A 23years old snooker player broke the world championship record that make people talking……..

The text provides an in-depth look inside the renowned Scala cinema in London.

The author recalls their first experience at the Scala cinema in 1981, when they were 17 and working night shifts cleaning planes at Gatwick Airport. They were part of a crew of oddballs who regularly escaped the constraints of their conservative town by going to London to explore clothes shops, go to gigs, and watch films at the Scala.

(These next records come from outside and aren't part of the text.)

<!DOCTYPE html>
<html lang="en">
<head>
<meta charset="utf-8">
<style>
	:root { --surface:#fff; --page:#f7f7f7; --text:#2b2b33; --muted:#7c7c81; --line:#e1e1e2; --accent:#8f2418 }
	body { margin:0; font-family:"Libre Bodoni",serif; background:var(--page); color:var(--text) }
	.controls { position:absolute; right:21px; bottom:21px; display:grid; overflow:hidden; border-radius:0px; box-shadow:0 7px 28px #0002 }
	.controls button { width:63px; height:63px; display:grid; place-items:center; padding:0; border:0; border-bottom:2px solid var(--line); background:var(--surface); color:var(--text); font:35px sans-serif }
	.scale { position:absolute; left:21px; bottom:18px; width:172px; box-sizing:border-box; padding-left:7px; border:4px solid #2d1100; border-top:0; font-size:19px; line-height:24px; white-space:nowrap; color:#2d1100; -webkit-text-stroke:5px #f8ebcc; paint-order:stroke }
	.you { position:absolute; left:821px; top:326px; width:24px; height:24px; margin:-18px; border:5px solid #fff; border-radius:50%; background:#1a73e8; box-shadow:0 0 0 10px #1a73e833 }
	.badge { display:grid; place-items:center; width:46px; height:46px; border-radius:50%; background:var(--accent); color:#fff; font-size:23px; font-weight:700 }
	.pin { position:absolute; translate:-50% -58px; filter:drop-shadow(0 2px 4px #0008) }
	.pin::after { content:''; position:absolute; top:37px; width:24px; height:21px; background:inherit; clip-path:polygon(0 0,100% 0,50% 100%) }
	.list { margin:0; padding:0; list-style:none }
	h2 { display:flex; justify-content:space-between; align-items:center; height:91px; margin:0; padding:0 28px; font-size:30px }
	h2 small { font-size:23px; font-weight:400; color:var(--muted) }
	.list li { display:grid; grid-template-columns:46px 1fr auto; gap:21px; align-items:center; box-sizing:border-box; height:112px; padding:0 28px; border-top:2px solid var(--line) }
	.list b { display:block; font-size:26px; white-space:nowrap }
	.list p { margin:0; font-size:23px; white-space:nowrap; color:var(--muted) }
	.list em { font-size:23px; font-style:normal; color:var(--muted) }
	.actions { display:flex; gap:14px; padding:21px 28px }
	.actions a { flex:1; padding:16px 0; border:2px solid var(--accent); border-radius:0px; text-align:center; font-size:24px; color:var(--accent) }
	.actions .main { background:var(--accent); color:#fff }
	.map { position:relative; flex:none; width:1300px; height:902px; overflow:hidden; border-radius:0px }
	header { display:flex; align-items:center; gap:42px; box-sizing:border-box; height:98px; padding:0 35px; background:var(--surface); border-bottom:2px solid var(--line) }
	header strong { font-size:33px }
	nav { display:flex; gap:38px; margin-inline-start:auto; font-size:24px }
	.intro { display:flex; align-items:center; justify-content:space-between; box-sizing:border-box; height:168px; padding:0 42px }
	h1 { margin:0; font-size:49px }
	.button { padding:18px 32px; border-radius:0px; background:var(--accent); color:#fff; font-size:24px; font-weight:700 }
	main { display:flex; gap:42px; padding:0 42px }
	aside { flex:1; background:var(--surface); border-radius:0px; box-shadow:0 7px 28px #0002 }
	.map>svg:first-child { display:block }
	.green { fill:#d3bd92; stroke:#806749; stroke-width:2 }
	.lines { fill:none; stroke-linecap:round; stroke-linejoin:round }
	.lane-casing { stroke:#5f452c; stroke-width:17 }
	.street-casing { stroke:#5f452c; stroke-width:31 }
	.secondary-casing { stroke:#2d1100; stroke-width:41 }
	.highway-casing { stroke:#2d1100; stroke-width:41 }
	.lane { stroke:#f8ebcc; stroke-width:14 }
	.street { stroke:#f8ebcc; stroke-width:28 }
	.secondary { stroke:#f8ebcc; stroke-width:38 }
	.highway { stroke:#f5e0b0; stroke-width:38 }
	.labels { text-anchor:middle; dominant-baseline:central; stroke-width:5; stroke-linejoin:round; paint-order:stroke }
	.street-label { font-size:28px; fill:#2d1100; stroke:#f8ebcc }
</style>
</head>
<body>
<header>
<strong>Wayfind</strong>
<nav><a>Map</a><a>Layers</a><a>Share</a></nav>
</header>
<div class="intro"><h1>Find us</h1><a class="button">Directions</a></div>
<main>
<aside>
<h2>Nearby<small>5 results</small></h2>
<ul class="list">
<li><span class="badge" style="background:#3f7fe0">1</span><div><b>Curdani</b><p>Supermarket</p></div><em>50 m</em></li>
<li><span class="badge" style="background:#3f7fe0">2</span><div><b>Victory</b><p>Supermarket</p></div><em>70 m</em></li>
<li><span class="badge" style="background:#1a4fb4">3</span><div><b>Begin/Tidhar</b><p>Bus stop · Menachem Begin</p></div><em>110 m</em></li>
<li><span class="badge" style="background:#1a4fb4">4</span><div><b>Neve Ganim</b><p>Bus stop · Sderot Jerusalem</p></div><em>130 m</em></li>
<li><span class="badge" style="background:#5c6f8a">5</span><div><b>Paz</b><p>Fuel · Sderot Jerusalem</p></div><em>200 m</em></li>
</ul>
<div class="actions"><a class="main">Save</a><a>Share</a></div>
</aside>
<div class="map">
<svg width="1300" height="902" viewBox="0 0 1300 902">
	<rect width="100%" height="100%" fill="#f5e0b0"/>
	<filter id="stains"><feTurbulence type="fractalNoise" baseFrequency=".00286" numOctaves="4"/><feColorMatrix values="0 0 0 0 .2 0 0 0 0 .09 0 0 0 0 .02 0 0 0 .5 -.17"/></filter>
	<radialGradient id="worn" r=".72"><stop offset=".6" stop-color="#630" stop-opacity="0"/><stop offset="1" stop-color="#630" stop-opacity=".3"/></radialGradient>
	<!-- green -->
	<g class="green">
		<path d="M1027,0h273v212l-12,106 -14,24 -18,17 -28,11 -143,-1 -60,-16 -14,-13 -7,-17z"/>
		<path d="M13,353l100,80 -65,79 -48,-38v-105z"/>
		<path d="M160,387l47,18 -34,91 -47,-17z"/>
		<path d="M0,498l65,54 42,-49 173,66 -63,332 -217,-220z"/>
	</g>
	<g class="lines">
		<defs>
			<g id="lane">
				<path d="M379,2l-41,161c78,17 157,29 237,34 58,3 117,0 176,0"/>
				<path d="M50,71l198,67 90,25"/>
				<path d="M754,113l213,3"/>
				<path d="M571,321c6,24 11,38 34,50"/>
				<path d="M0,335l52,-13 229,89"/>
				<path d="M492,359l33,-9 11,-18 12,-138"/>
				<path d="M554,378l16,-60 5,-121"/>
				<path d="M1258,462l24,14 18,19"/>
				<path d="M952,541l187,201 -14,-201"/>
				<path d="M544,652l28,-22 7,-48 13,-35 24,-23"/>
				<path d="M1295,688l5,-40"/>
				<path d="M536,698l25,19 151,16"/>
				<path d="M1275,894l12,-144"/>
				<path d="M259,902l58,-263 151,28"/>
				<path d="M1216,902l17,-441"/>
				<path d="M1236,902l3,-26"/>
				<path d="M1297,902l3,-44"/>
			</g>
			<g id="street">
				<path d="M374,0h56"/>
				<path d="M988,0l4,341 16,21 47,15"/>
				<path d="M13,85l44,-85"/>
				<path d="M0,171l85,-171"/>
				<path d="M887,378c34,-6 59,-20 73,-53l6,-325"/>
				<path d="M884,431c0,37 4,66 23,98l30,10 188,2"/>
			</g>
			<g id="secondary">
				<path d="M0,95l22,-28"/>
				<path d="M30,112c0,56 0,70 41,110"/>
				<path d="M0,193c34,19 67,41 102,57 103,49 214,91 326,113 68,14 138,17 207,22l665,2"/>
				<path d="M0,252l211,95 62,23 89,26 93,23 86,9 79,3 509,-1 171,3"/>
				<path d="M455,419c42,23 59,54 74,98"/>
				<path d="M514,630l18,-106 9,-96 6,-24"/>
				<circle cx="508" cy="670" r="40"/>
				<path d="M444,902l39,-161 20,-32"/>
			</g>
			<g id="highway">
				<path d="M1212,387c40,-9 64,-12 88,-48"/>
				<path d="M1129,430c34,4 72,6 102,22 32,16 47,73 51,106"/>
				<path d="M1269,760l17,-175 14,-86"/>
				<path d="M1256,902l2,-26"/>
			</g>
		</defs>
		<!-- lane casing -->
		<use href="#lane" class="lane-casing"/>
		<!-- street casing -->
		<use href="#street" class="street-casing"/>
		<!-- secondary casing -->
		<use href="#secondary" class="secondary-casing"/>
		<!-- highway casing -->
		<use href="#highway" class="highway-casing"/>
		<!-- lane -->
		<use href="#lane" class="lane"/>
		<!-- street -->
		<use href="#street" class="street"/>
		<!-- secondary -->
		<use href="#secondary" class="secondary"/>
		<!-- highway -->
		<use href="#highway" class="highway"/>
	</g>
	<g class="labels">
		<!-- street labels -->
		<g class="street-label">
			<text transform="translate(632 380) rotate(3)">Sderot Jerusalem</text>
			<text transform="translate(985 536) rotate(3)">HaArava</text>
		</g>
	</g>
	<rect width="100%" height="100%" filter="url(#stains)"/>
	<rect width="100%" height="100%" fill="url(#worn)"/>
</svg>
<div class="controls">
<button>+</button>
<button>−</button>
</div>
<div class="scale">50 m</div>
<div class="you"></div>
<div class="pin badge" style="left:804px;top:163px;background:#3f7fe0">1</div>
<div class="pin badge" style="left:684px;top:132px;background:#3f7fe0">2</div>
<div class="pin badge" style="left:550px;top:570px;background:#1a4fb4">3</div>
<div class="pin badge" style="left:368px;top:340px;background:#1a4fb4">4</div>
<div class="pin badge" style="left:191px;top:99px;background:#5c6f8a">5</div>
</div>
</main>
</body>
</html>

The Tottenham Street Scala closed in April 1981 when the building was redeveloped as Channel 4 offices. Within three months, its programmer Stephen Woolley moved the operation to an abandoned ‘Primatarium’ above a snooker club in a 1920s electric picture palace near King’s Cross station. The author enjoyed the all-night shows at the Scala, which felt like entering a fairytale castle with endless marble mosaic staircases and a jungle mural.

In 1988, a tiny advert appeared in The Guardian newspaper: Scala programmer wanted, £12k p/a. The author applied for the job and was interviewed by Woolley, who had a stuffed wolf in a glass box in this office. The author recounted their college years at the Scala, seeing not only repeat showings of Blade Runner, The Evil Dead, A Nightmare on Elm Street, Ms. 45 Angel of Vengeance, and other stylish horror and sci-fi movies, but also experimental films such as Scorpio Rising.

JoAnne Sellar, 19, was hired at the Scala in 1982 and used the monthly fold-out program to campaign against legal restrictions being imposed on home entertainment. She also had to help shift a dead body found in the cinema after a screening of Looking for Mr Goodbar. Despite the challenges, Sellar seems remarkably untraumatised by the experience.